Rep. Ocasio-Cortez Responds to Rep. Yoho

Updated: 9 hours ago

Maeve Korengold writes about the alleged verbal abuse faced by Representative Ocasio-Cortez. The 30-year-old was reportedly called "disgusting" and sworn at. Yoho offered an apology in which he insisted he was not misogynistic, however Ocasio-Cortez delivered an impassioned response. Tasfia Ahmad writes about the etymology of "the b word", delving into its offensive roots, and explaining how it has been somewhat reclaimed.


Alexandria Ocasio-Cortez is a progressive American Democrat, who is currently serving in the House of Representatives for the fourteenth congressional district of New York. Ocasio-Cortez was sworn in at the age of twenty-nine, making her the youngest woman to be elected to congress.
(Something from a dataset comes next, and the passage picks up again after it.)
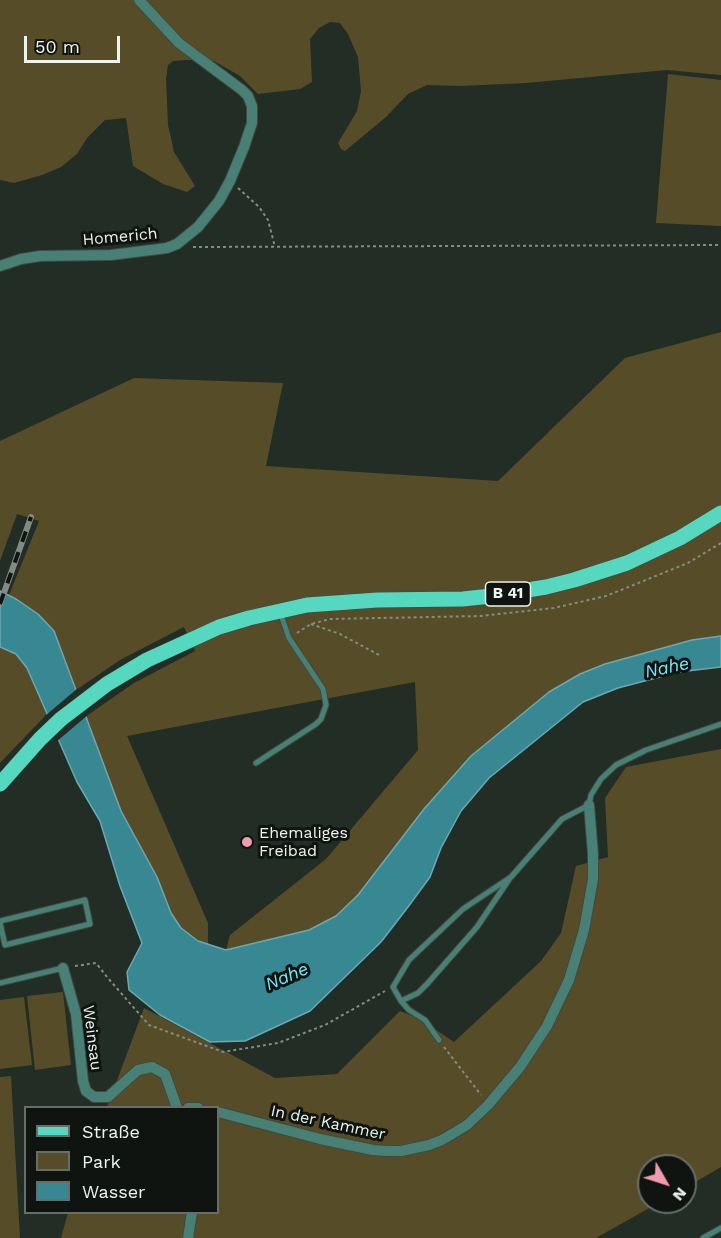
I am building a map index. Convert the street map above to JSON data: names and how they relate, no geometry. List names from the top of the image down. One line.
{"streets":{"main road":["B 41"],"street":["Homerich","Weinsau","In der Kammer"]},"water":["Nahe"],"places":["Ehemaliges Freibad"],"legend":["Straße","Park","Wasser"],"scale_bar":"50 m","north":"bottom right"}
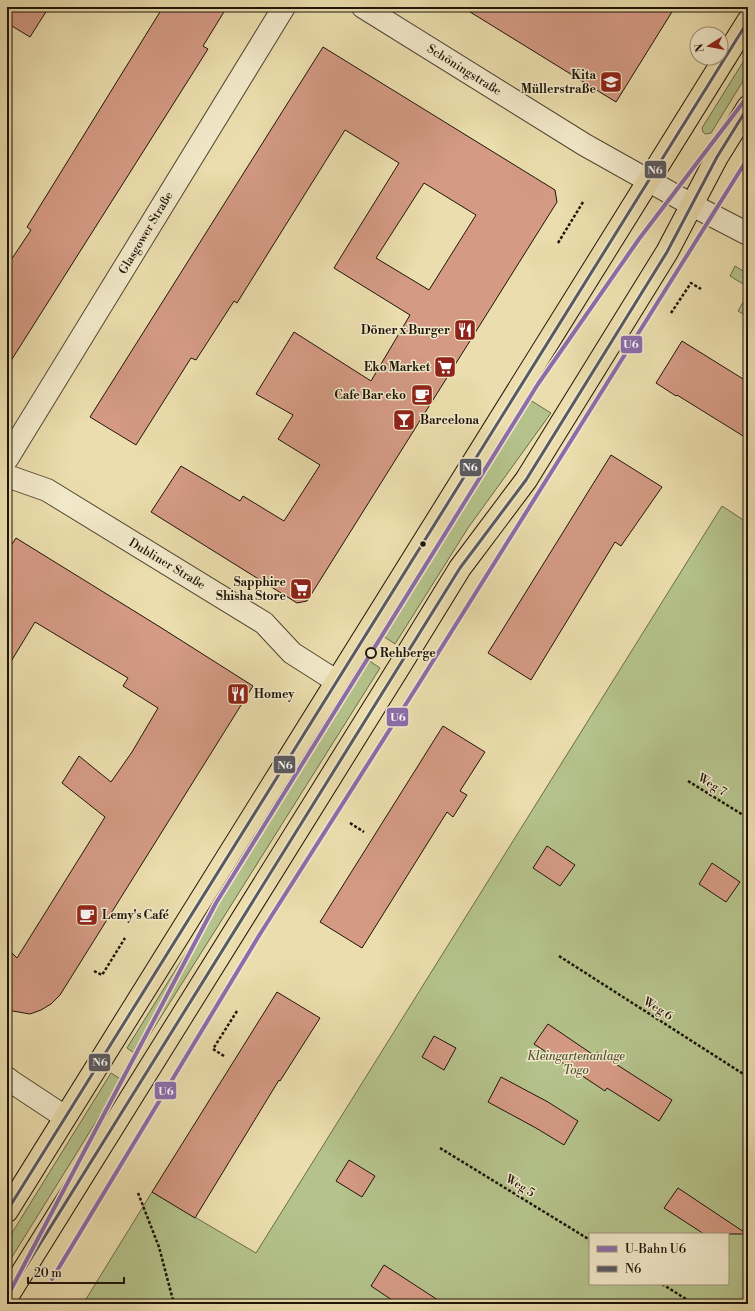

She often sports red lipstick and hoop earrings to work, which she says is a nod to Sonia Sotomayor: the first Latina Supreme Court justice. Ocasio-Cortez once tweeted that Sotomayor was “advised to wear a neutral-colored nail polish to her confirmation hearings to avoid scrutiny,” but kept her red polish. She followed this up by saying, “Next time someone tells a Bronx girl to take off their hoops, they can just say they’re dressing like a congresswoman.” Ocasio-Cortez is a third-generation Bronxite, and she became aware of the income inequality that was growing in the cities of New York from a young age. She applied this experience to her platform, pushing against corporate political action committees (PACs) and for social, racial, economic, and environmental justice. Before she was elected to congress, Ocasio-Cortez worked as an Educational Director for the National Hispanic Institute, in addition to waitressing and bartending to support her family, while campaigning for Bernie Sanders as a volunteer organizer.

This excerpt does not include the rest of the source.